Durante años, la historia del Perú fue la de una lucha exitosa contra la pobreza.Año tras año, las cifras bajaban: de un 59% en el 2004, hasta llegar a su punto más bajo de 20% en 2019. En ese camino, cerca de 10 millones de personas salieron de la pobreza, impulsadas principalmente por el crecimiento económico, de acuerdo con el Banco Mundial.
Sin embargo, según un análisis realizado por la Red de Estudios para el Desarrollo (REDES), la pandemia rompió la tendencia de reducción de la pobreza y, desde entonces, la aguja no ha logrado moverse con la misma fuerza.
Hoy, el 27.6% de los peruanos vive en situación de pobreza, según el INEI. Es el mismo nivel registrado en 2011, lo que implica que más de una década de avances se ha revertido.
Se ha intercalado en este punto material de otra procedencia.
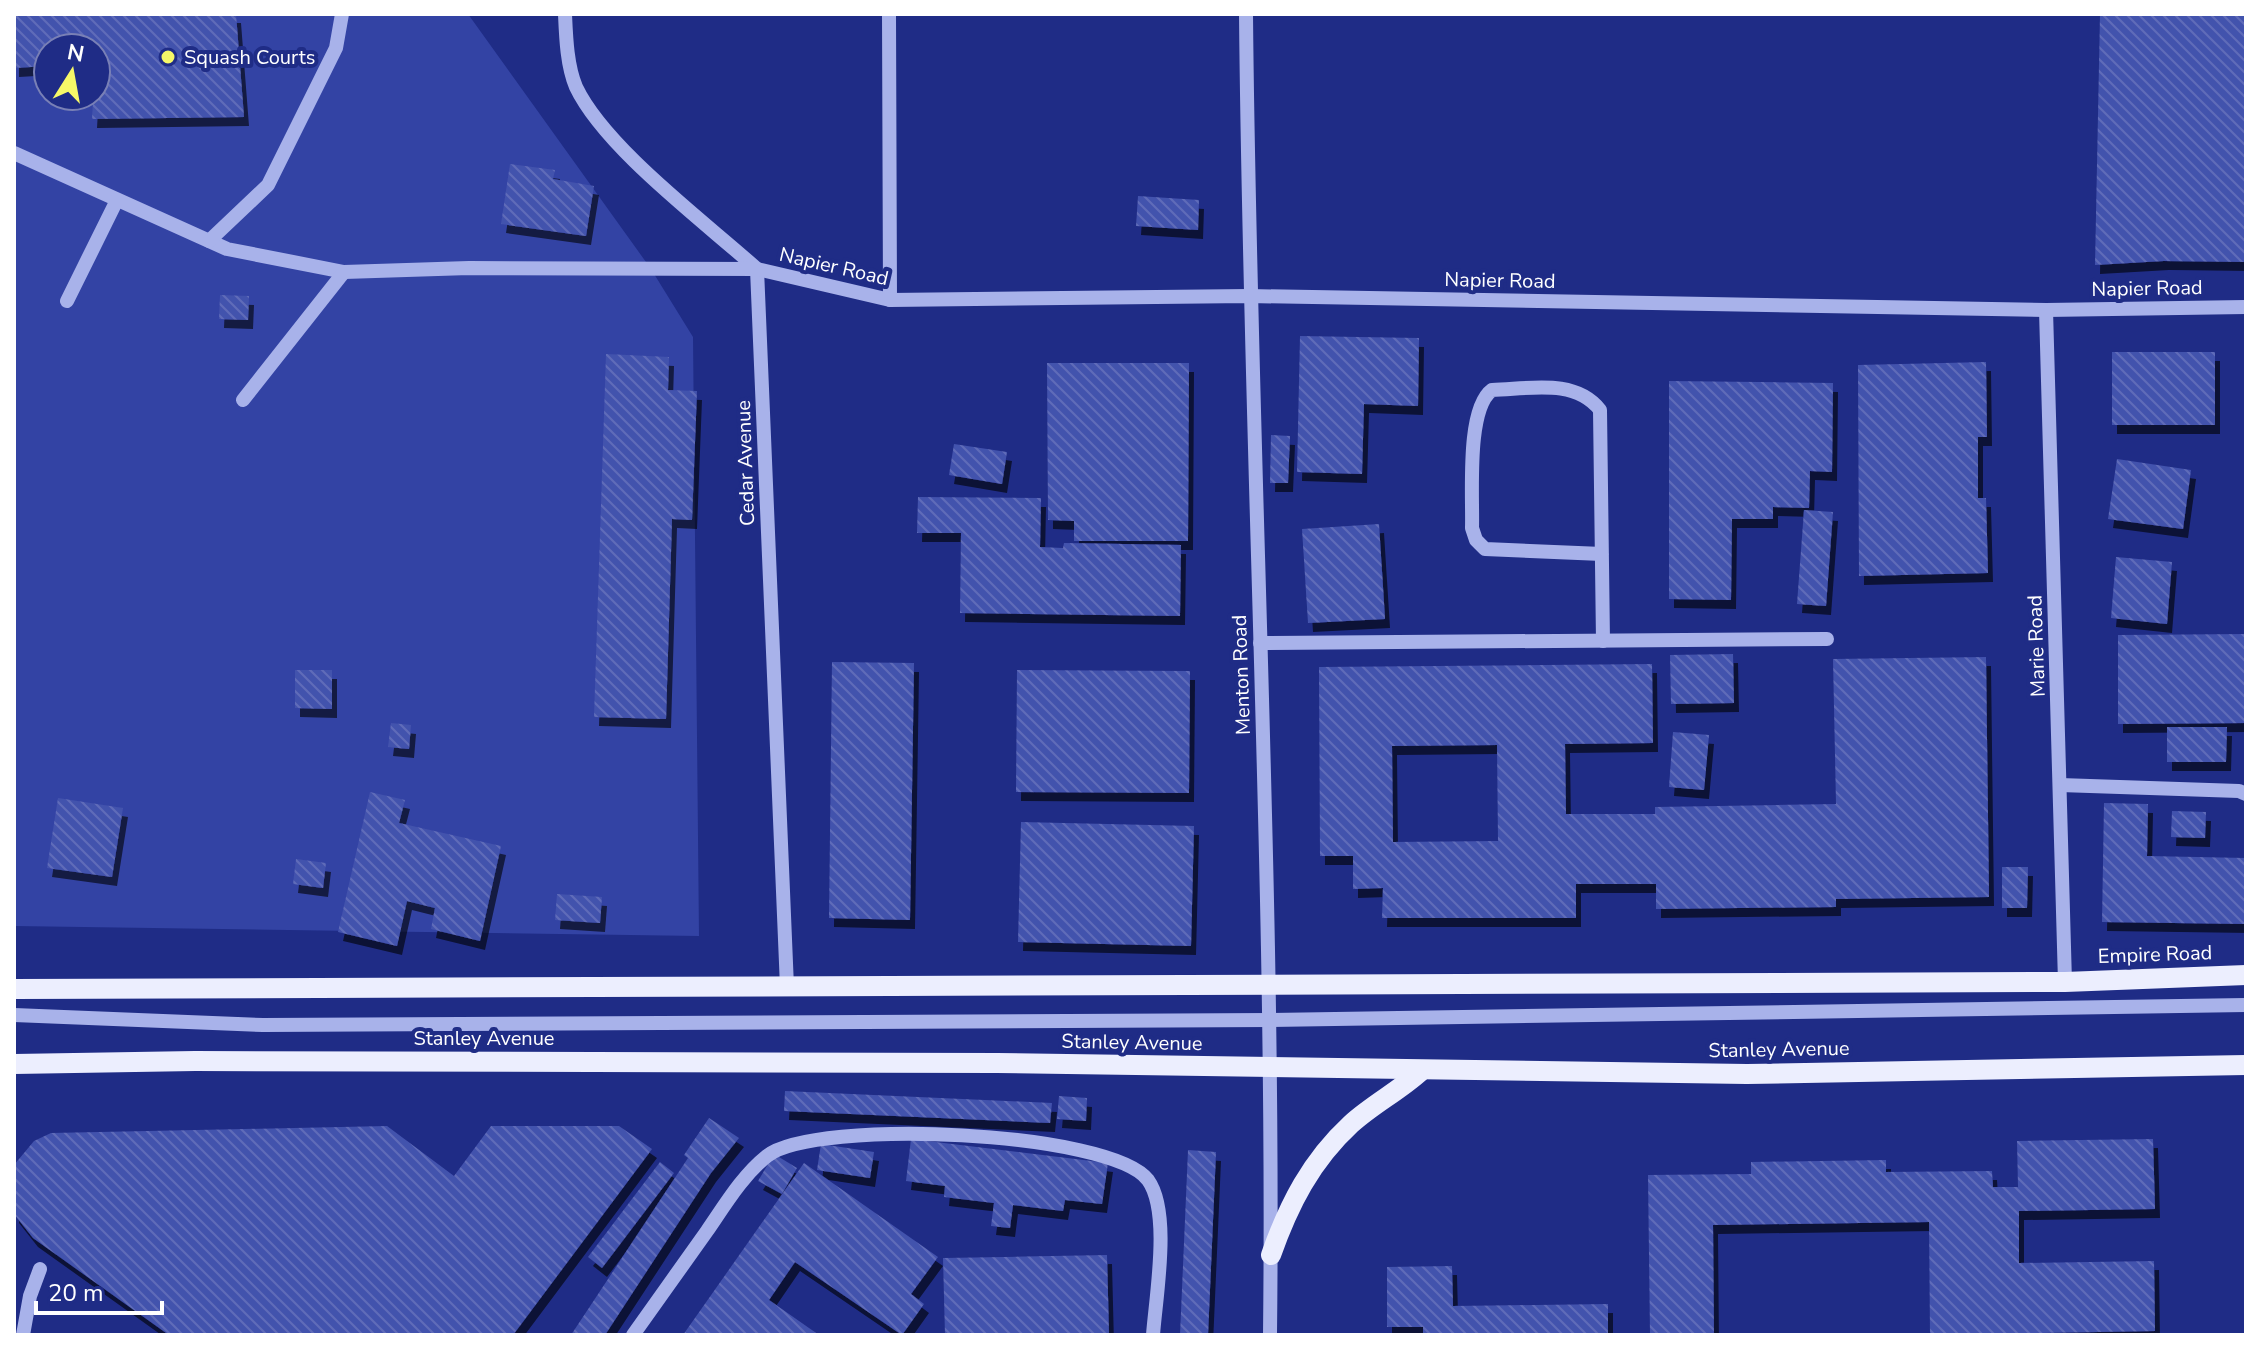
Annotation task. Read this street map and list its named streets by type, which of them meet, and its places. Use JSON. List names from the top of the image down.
{
  "streets": {
    "main road": ["Empire Road", "Stanley Avenue"],
    "street": [
      "Napier Road",
      "Cedar Avenue",
      "Marie Road",
      "Menton Road"
    ]
  },
  "crossings": [
    ["Napier Road", "Cedar Avenue"],
    ["Napier Road", "Marie Road"],
    ["Napier Road", "Menton Road"],
    ["Marie Road", "Empire Road"],
    ["Menton Road", "Stanley Avenue"]
  ],
  "places": ["Squash Courts"],
  "scale_bar": "20 m",
  "north": "top"
}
En este contexto, la reducción de la pobreza vuelve a posicionarse como uno de los principales desafíos para el próximo gobierno.
Oswaldo Molina, economista y director fundador de REDES, explicó que esta situación no es solo coyuntural, sino que responde a problemas estructurales que ninguna gestión ha logrado resolver.
“Estamos frente a un estancamiento en la reducción de la pobreza, más rígido y mucho más difícil de romper. La pobreza de hoy ya no es la de hace quince años: es más compleja, más urbana y más persistente. Sin embargo, el Estado sigue respondiendo con herramientas diseñadas para otra realidad, lo que reduce la efectividad de las políticas y nos impide dar el siguiente salto”, advirtió.
De acuerdo con Molina, la pandemia marcó un punto de quiebre en la evolución reciente de la pobreza en el Perú. No solo detuvo los avances previos, sino que cambió la composición del fenómeno, que dejó de ser principalmente rural para adquirir un carácter cada vez más urbano.
Hoy, la pobreza se concentra mayoritariamente en las ciudades. En 2019, el 57% de la población pobre vivía en zonas urbanas; para 2024, esa proporción se elevó a 73%, según el INEI. Este cambio obliga a repensar las políticas públicas, ya que la pobreza urbana responde a dinámicas distintas.
“Los programas sociales han cumplido un rol importante en la reducción de la pobreza rural, pero su impacto en las ciudades es más limitado. La pobreza urbana tiene una naturaleza distinta: se concentra en el empleo informal, en la débil integración al mercado laboral y en un costo de vida más alto, sin redes de soporte como la agricultura o la organización comunitaria. Por ello, la respuesta debe ir más allá de las transferencias y avanzar hacia una agenda estructural que incluya formalización del empleo, mejor conectividad entre zonas periféricas y centros económicos, y acceso adecuado a servicios básicos”, subrayó el especialista.
El primero es rediseñar y ampliar los programas sociales para responder con mayor rapidez a los hogares que han caído recientemente en pobreza, aun con los retos de focalización y recursos que ello implica. Asimismo, se requiere consolidar un sistema de protección social más integral, que no solo alivie la pobreza, sino que reduzca la vulnerabilidad de las familias frente a choques económicos y sociales.
“Es importante fortalecer la capacidad del Estado para responder ante crisis mediante mecanismos más ágiles y sistemas de información más robustos, que permitan actuar con rapidez frente a eventos como crisis sanitarias o desastres naturales recurrentes. Sin embargo, este esfuerzo debe ir de la mano de un crecimiento económico sostenido, ya que sin una expansión de la actividad productiva es difícil generar empleo de calidad y reducir de manera duradera la pobreza”, dijo Molina.